# Exercise brief:
Go through the data below and copy each line that includes "canvas".

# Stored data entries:
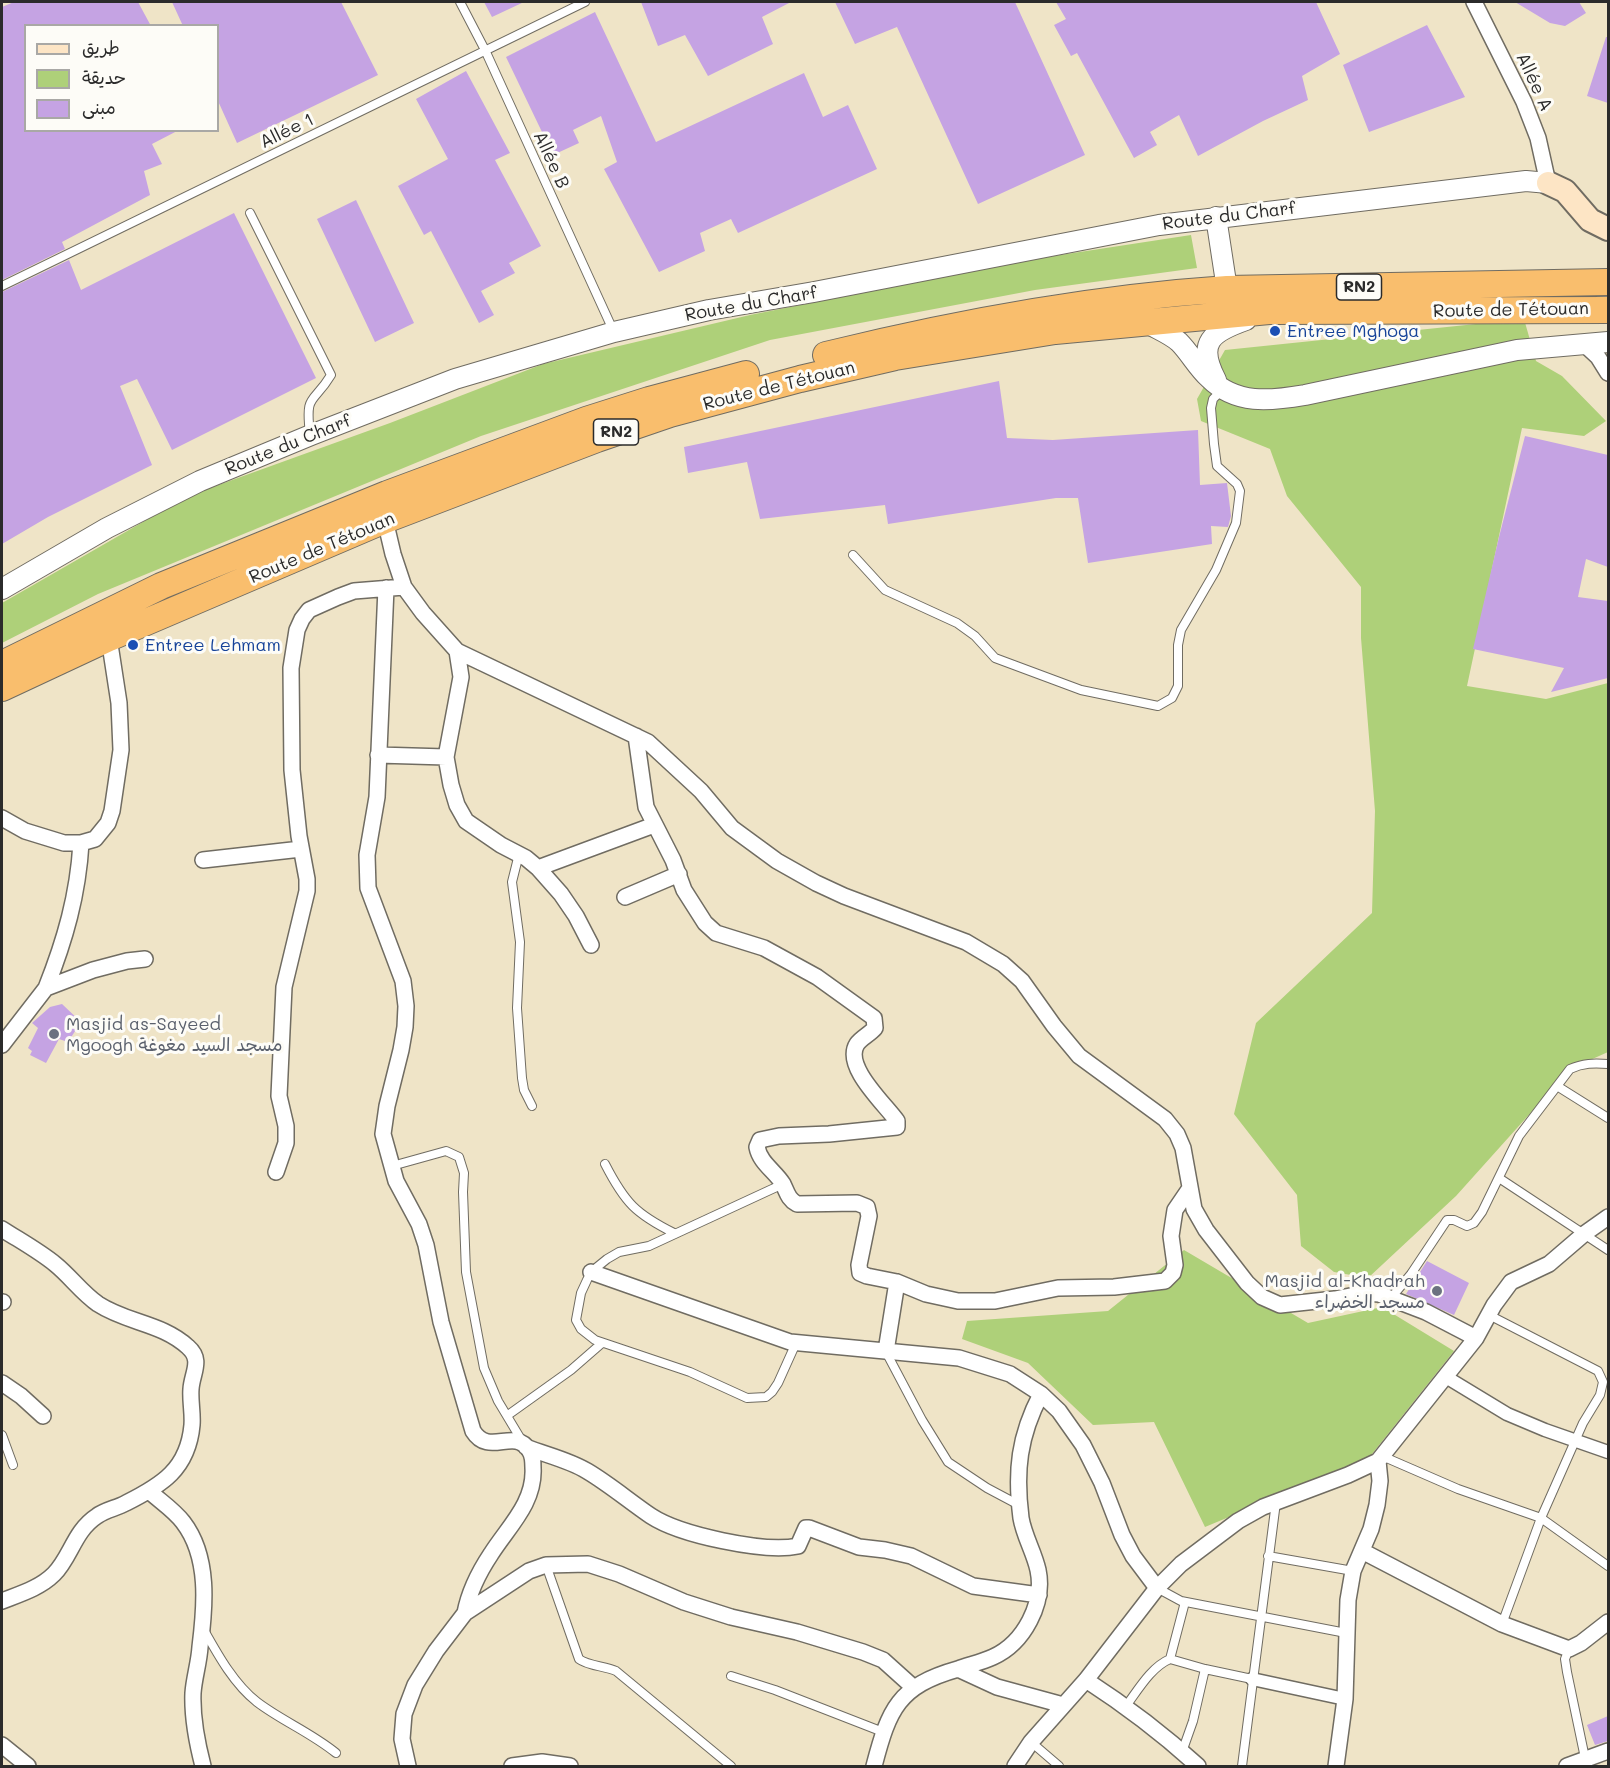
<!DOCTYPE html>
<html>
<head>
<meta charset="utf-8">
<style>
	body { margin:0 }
	#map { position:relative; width:1610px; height:1768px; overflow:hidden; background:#efe4c7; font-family:Mali,"Playpen Sans Arabic",sans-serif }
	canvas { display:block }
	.frame { position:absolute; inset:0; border:3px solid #2b2b2b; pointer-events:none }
	.legend { position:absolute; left:24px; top:24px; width:195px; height:108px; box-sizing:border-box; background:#fdfcf7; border:2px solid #a9a8a5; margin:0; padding:8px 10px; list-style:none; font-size:18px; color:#2b2b2b }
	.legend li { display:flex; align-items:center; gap:12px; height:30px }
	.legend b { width:30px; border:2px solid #a9a8a5 }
</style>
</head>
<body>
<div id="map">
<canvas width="1610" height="1768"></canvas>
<div class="frame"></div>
<ul class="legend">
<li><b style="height:8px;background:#fde5c5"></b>طريق</li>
<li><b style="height:16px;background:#aed079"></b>حديقة</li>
<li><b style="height:16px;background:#c5a3e3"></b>مبنى</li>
</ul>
</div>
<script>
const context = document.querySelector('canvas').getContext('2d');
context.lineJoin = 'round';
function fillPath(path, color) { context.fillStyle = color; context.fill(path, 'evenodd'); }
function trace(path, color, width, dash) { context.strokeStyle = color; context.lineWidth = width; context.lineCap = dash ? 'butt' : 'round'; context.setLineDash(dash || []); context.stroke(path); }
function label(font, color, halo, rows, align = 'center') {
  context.font = font + ' Mali,"Playpen Sans Arabic",sans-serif'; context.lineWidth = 6; context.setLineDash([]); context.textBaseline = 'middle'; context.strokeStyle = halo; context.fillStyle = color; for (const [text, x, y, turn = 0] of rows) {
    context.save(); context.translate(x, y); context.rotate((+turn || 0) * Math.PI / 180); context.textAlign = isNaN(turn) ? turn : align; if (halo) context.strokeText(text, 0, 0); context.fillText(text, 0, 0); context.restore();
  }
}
const green = new Path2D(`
	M1191 235 1197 268 1035 290 770 340 481 436 98 594 2 643V603L188 496 390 423 543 364 750 315 1021 261Z
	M1524 319 1536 361 1562 376 1606 421 1584 436 1522 428 1467 686 1546 699 1608 683V1052L1570 1069 1456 1196 1368 1278 1334 1272 1301 1246 1297 1195 1234 1114 1256 1023 1372 913 1375 811 1361 638V587L1287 496 1270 449 1201 421 1197 399 1225 350Z
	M1184 1250 1308 1323 1382 1307 1454 1351 1368 1459 1205 1527 1154 1422 1093 1425 1028 1363 962 1339 967 1321 1108 1311Z`);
const building = new Path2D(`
	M14 2H138L151 26H26V130H179L152 144 162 164 144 171 150 195 62 242 65 249 2 280V7Z
	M172 2H341L378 75 237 143 218 101V26H183Z
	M484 2H524L492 17Z
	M641 2H791L762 17 773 44 708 76 685 35 658 46Z
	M835 2H1015L1085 155 978 204 897 27 855 44Z
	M1056 2H1316L1340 54 1302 76 1308 100 1263 121 1198 156 1179 115 1150 132 1157 145 1134 158 1077 53 1071 56 1054 25 1066 19Z
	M1515 2H1579L1586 13 1565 26 1550 23Z
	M595 12 656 142 804 73 823 117 848 105 877 169 738 233 731 219 700 233 705 251 659 272 604 169 617 162 601 116 573 130 579 143 553 155 506 57Z
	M1427 25 1465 97 1369 132 1343 65Z
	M1606 37H1608V103L1587 96Z
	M466 71 510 153 495 160 541 246 509 263 515 273 481 291 494 315 479 323 431 231 424 235 398 186 448 159 416 99Z
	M356 200 414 323 375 342 317 219Z
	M234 213 316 378 172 450 137 379 120 386 152 465 48 517 2 544V292L69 260 81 290Z
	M999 381 1007 438 1053 440 1198 430 1200 485 1227 483 1231 516 1228 527 1211 526 1212 544 1088 563 1078 498H1056L888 524 885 505 760 519 747 462 688 473 684 447Z
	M1525 436 1608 455V567L1586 559 1578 597 1608 601V678L1551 692 1564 668 1473 649 1499 537Z
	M62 1004 81 1022 68 1042 59 1039 46 1063 30 1055 32 1051 28 1048 38 1028 32 1023 50 1007Z
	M1427 1261 1469 1283 1454 1315 1406 1294Z
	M1608 1716V1741L1595 1745 1587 1725Z`);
const service = new Path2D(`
	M460 2 485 50 613 330
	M250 213 331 375C313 405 305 392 310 434
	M2 286 585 2
	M853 555 885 590 957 623 975 636 995 658 1081 690 1158 706 1172 698 1178 686V645L1181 630 1216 570 1236 523 1240 491 1237 484 1217 466 1214 444 1211 408 1213 399 1222 390
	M519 854 512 882 520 942 517 1008 522 1078 524 1090 532 1106
	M1557 1086 1608 1118
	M605 1164C625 1203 636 1214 674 1233
	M392 1166 446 1151 459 1157 464 1173 463 1192 466 1272 484 1368 498 1401 522 1441
	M1499 1178 1608 1250
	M783 1184 649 1246 619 1252 607 1259 591 1272 587 1280 581 1293 576 1320 581 1329 595 1340 690 1372 747 1398 766 1397 772 1392 778 1383 796 1343
	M1391 1298 1411 1274 1447 1220H1454L1467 1226 1474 1223 1482 1212 1519 1136 1570 1069C1583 1063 1594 1063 1608 1064
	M1489 1315 1598 1371 1603 1382 1600 1395 1583 1423 1541 1518 1502 1624
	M886 1352 922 1420 948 1462 987 1488 1019 1505
	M508 1415 571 1370 602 1343
	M2 1435 13 1465
	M1382 1456 1458 1489 1541 1518 1608 1566
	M1268 1556 1353 1571
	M546 1565 579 1659C588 1666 605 1666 616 1671L731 1766
	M1157 1588 1181 1601 1346 1633
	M204 1630C218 1655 234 1684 257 1702 282 1721 310 1732 336 1753
	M1569 1649 1565 1659 1567 1672 1585 1758
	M1170 1659 1185 1602
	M731 1676 775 1690 883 1732
	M1126 1706C1138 1690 1151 1667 1170 1659L1205 1669 1252 1679
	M1031 1742 1059 1766
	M1182 1752 1193 1721 1205 1669
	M1242 1766 1276 1502`);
const pedestrian = new Path2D(`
	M1446 1377 1507 1414 1545 1430 1608 1452
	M1252 1679 1345 1699`);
const minor = new Path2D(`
	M1474 2 1524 102 1538 138 1548 183
	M1583 343 1598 357 1608 373
	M404 587 423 613 457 651 461 677 446 757 451 785 457 805 466 821 501 845 526 858 538 868 561 894 576 916 591 945
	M386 588 377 797 367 855 368 888 403 981 406 1006 405 1027 401 1050 387 1106 383 1134 396 1181 419 1224 426 1245 441 1322 473 1431C489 1457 514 1427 529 1450 533 1455 533 1462 533 1468 535 1503 508 1527 491 1554 479 1572 469 1592 465 1613
	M457 651 648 742 701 791 732 828 777 861 816 883 844 896 966 942 1003 964 1022 981 1054 1026 1079 1056 1165 1119 1177 1134 1183 1148 1194 1209 1206 1230 1247 1283 1262 1297 1280 1305 1335 1299 1365 1293 1379 1294 1426 1312 1476 1338
	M636 736 646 807 673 860 684 890 705 923 716 933 764 948 817 977 874 1018 875 1028C870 1034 861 1038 857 1044 843 1066 884 1103 897 1121V1127L829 1134 779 1136 760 1140 757 1147C760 1163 775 1171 783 1184 787 1192 788 1199 797 1204L857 1203 867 1207 869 1216 859 1265 860 1273 867 1276 897 1282
	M378 755 446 757
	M2 818 25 831 64 843H81L95 839 108 823 112 811 121 750 119 703 109 638
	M203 860 301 849
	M538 868 654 825
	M625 897 679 874
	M46 988C65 940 78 895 81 843
	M2 1045 46 988 93 970 127 961 145 959
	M276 1172 286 1143V1126L279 1096 284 987 307 891V879L299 836 292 770 291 668 297 630 302 619 309 610 338 597 354 591 404 587 393 554 385 520
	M2 1229C19 1240 39 1251 55 1264 70 1276 82 1293 98 1304 127 1323 162 1323 188 1347 203 1360 192 1373 191 1389 190 1401 193 1413 192 1425 188 1469 162 1485 126 1503 117 1508 105 1510 97 1516 74 1531 71 1557 54 1574 40 1588 20 1594 2 1601
	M591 1272 790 1342 959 1358 1010 1374 1041 1394 1059 1411 1083 1445 1102 1483 1122 1535 1133 1556 1157 1588
	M2 1302H3
	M886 1351 897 1282 926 1294 958 1301H995L1058 1288 1114 1287 1165 1281 1173 1273 1175 1265 1171 1236 1175 1210 1190 1188
	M2 1383 21 1396 43 1416
	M1041 1394C1019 1436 1015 1471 1021 1518 1024 1536 1034 1552 1038 1570 1045 1603 1024 1643 993 1657 982 1662 969 1665 958 1669L997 1687 1063 1705
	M526 1447C546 1455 569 1460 587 1471 609 1484 629 1501 651 1516 680 1535 764 1553 798 1546L806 1528H809L859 1547 885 1550 911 1556 973 1586 1039 1595
	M149 1491C160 1501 174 1510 183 1522 210 1557 205 1607 200 1647 199 1663 194 1678 193 1693 192 1717 197 1743 203 1766
	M1362 1551 1502 1624 1569 1649 1581 1643 1608 1622
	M1086 1680C1126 1706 1163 1734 1198 1766
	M2 1745 28 1766
	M408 1766 402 1739 404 1714 415 1685 436 1651 465 1613 529 1571 546 1565 588 1564 619 1574 684 1602 731 1617 797 1632 863 1652 883 1660 913 1687
	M512 1766 542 1762 570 1766
	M874 1766C889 1709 898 1686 958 1669
	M1015 1766 1031 1742 1086 1680 1157 1588 1181 1564 1238 1521 1263 1507 1348 1475 1378 1461 1476 1338 1494 1305 1511 1282 1549 1264 1584 1234 1608 1217
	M1336 1766 1345 1699 1348 1600 1353 1571 1371 1529 1377 1505 1380 1481 1378 1461
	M1567 1766 1608 1751`);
const tertiary = new Path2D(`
	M1216 217 1227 289
	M1147 323C1157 329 1170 334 1179 342 1190 353 1197 367 1209 378 1236 405 1270 401 1305 395L1517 350 1608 342
	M1216 380C1196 342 1212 332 1246 320
	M2 589 107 528 200 481 311 435 455 379 614 332 709 310 814 292 1159 225 1526 181 1548 183`);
const secondary = new Path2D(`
	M1548 183 1565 191 1590 220 1608 229`);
const trunk = new Path2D(`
	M826 355C957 323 1092 298 1227 289L1608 282
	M2 664 161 586 387 494 586 420 649 400 746 374
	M2 688 109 638 385 520 597 439 670 414 800 379 895 357 1055 331 1269 311 1608 310`);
const markers = [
	[1275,331,6,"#1a4fb4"],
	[133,645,6,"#1a4fb4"],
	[54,1034,6,"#6b7280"],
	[1437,1291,6,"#6b7280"]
];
const shields = [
	[1359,287,45],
	[616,432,45]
];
const shieldNames = [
	["RN2",1359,287],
	["RN2",616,432]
];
const streetNames = [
	["Allée A",1534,82,65],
	["Allée 1",287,131,-26],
	["Allée B",551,160,65],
	["Route du Charf",1229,216,-7],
	["Route du Charf",751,304,-10],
	["Route de Tétouan",1511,310,-1],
	["Route de Tétouan",779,386,-14],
	["Route du Charf",288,445,-22],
	["Route de Tétouan",322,548,-23]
];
const transitNames = [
	["Entree Mghoga",1287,331],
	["Entree Lehmam",145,645]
];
const worshipNames = [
	["Masjid as-Sayeed",66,1024],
	["Mgoogh مسجد السيد مغوغة",66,1045],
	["Masjid al-Khadrah",1425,1281,"right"],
	["مسجد الخضراء",1425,1302,"right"]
];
fillPath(green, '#aed079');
fillPath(building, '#c5a3e3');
trace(service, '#706c62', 10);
trace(pedestrian, '#706c62', 15);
trace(minor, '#706c62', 18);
trace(tertiary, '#706c62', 22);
trace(secondary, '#706c62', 26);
trace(trunk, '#706c62', 28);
trace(service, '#fff', 8);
trace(pedestrian, '#fff', 12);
trace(minor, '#fff', 15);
trace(tertiary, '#fff', 20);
trace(secondary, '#fde5c5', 22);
trace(trunk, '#f9be6d', 26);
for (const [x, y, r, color] of markers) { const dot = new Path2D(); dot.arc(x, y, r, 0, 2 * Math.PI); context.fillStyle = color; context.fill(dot); trace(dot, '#fdfcf7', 2); }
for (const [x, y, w] of shields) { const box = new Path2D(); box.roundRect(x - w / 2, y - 13, w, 26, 4.5); context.fillStyle = '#fdfcf7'; context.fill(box); trace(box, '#2b2b2b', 1.5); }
label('bold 16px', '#2b2b2b', null, shieldNames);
label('18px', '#2b2b2b', '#fdfcf7', streetNames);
label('18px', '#164399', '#fdfcf7', transitNames, 'left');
label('18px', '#5b616d', '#fdfcf7', worshipNames, 'left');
</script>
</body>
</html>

# Response:
	canvas { display:block }
<canvas width="1610" height="1768"></canvas>
const context = document.querySelector('canvas').getContext('2d');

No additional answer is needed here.